News
04 May 2026

Fundamentals vs. Disruption: The LPG Market’s Stress Test by Adrian Calcaneo – VP of Energy & Feedstocks, OPIS, a Dow Jones Company

 

For years, the global LPG trade has run on a quiet assumption: that the Middle East would remain a dependable cornerstone of supply. The disruption of flows through the Strait of Hormuz has done more than tighten balances - it has forced a rethink of how secure “secure” supply really is. For the largest importers in Asia, particularly India and China, the shift has been swift and pragmatic. The question is no longer how to source efficiently from the Middle East, but how to ensure continuity if those flows were to falter again.

The result is a market that looks increasingly less regional and far more global in its behavior. Asian buyers are casting a wider net, pulling cargoes from the United States and, in some cases, as far afield as South America. These are not opportunistic trades at the margin. They are part of a broader effort to build redundancy into supply chains that were once optimised for cost, not resilience.

But redundancy has limits. The Middle East still accounts for roughly a third of global LPG trade, and that scale is not easily replaced. The United States has emerged as the natural counterbalance, backed by abundant production and strong inventory levels. Yet for all its resource depth, U.S. export capacity remains constrained. Gulf Coast terminals are operating close to full utilisation, and while expansions are underway, they cannot close the gap overnight.
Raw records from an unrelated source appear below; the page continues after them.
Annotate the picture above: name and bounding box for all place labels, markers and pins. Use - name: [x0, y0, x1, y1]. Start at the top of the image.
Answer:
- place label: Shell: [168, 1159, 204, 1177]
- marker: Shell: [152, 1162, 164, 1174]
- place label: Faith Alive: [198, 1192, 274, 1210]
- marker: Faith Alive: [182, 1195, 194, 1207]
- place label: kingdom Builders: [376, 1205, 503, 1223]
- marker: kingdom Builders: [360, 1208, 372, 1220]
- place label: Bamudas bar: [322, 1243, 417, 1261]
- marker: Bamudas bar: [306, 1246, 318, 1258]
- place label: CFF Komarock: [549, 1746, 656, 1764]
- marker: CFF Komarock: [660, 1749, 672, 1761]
In the meantime, the strain is showing up in logistics as much as in price. The scramble for capacity through the Panama Canal - where reports of multimillion-dollar transit fees to secure priority passage have surfaced - speaks to a system under pressure. When freight economics begin to rival commodity values, it is a signal that the market is stretching to maintain equilibrium.

Demand, for its part, is adjusting at the margins but not retreating. In China, propane dehydrogenation units have pulled back, with utilisation rates drifting toward 60% - a level that suggests operators are treading carefully in the face of higher costs and uncertainty. That has tempered some import demand, but only to a degree. LPG’s role in residential and commercial energy use remains intact, and across much of Asia, that baseline demand is non-negotiable.

What is changing more fundamentally is the way the market thinks about risk. The old model - built on a relatively small number of large, stable supply corridors - is giving way to something more distributed. More routes, more counterparties, more exposure to freight and infrastructure constraints. In short, more complexity.

That complexity is also reshaping how the market prices itself. As trade flows diversify and U.S. supply takes on a larger role, pricing is increasingly anchored to global benchmarks with broad liquidity and transparency. The OPIS Mont Belvieu benchmark, long the reference point for North American LPG, is playing a more prominent role in international transactions. As buyers move away from single-region dependence, they are also moving toward pricing mechanisms that reflect a more global set of fundamentals.

None of this is happening in a vacuum. The broader energy landscape is evolving at the same time. Natural gas demand is rising, driven in part by the growth of data centers and the steady electrification of economies. That has implications for LPG, which often sits adjacent to natural gas in both production and end use. In tighter gas markets, LPG can become more valuable - not just as a feedstock, but as a flexible fuel that can step in where infrastructure or supply falls short.

That flexibility is one of LPG’s enduring advantages. It is relatively easy to transport, comparatively cleaner than many alternatives, and already embedded in a wide range of applications - from household cooking to petrochemicals. In a world where energy security is being reconsidered alongside energy transition, those attributes matter.

They also point to opportunity. The current disruption, for all its challenges, may accelerate investment where it is most needed. On the supply side, additional export capacity - particularly in the United States - will be essential to providing the market with more optionality. On the demand side, countries are likely to place greater emphasis on storage, import infrastructure, and diversified sourcing strategies.

There is also a longer-term question about access. In many parts of the world, LPG remains one of the most practical pathways away from biomass and toward cleaner household energy. Ensuring that supply remains both available and affordable is not just a commercial concern; it is a development priority.

For now, the market is navigating a period of adjustment. Prices are signaling scarcity where it exists. Trade routes are adapting, sometimes at considerable cost. Buyers and sellers alike are recalibrating their assumptions.

Whether this moment proves temporary or transformative will depend largely on duration. A short disruption would allow the market’s underlying fundamentals - still strong by most measures - to reassert themselves. A prolonged period of instability, however, would likely accelerate the structural shifts already underway, locking in new trade patterns and investment priorities.

Either way, one point is clear. The LPG market is no longer defined by geography alone. It is defined by connectivity - between regions, between commodities, and increasingly between data and decision-making. In that environment, the ability to interpret shifting signals and translate them into clear, actionable insight is becoming just as important as access to molecules themselves.

For those navigating this landscape, clarity is no longer a luxury. It is essential - and increasingly,  it is driven by the quality of the benchmarks and intelligence that underpin the market.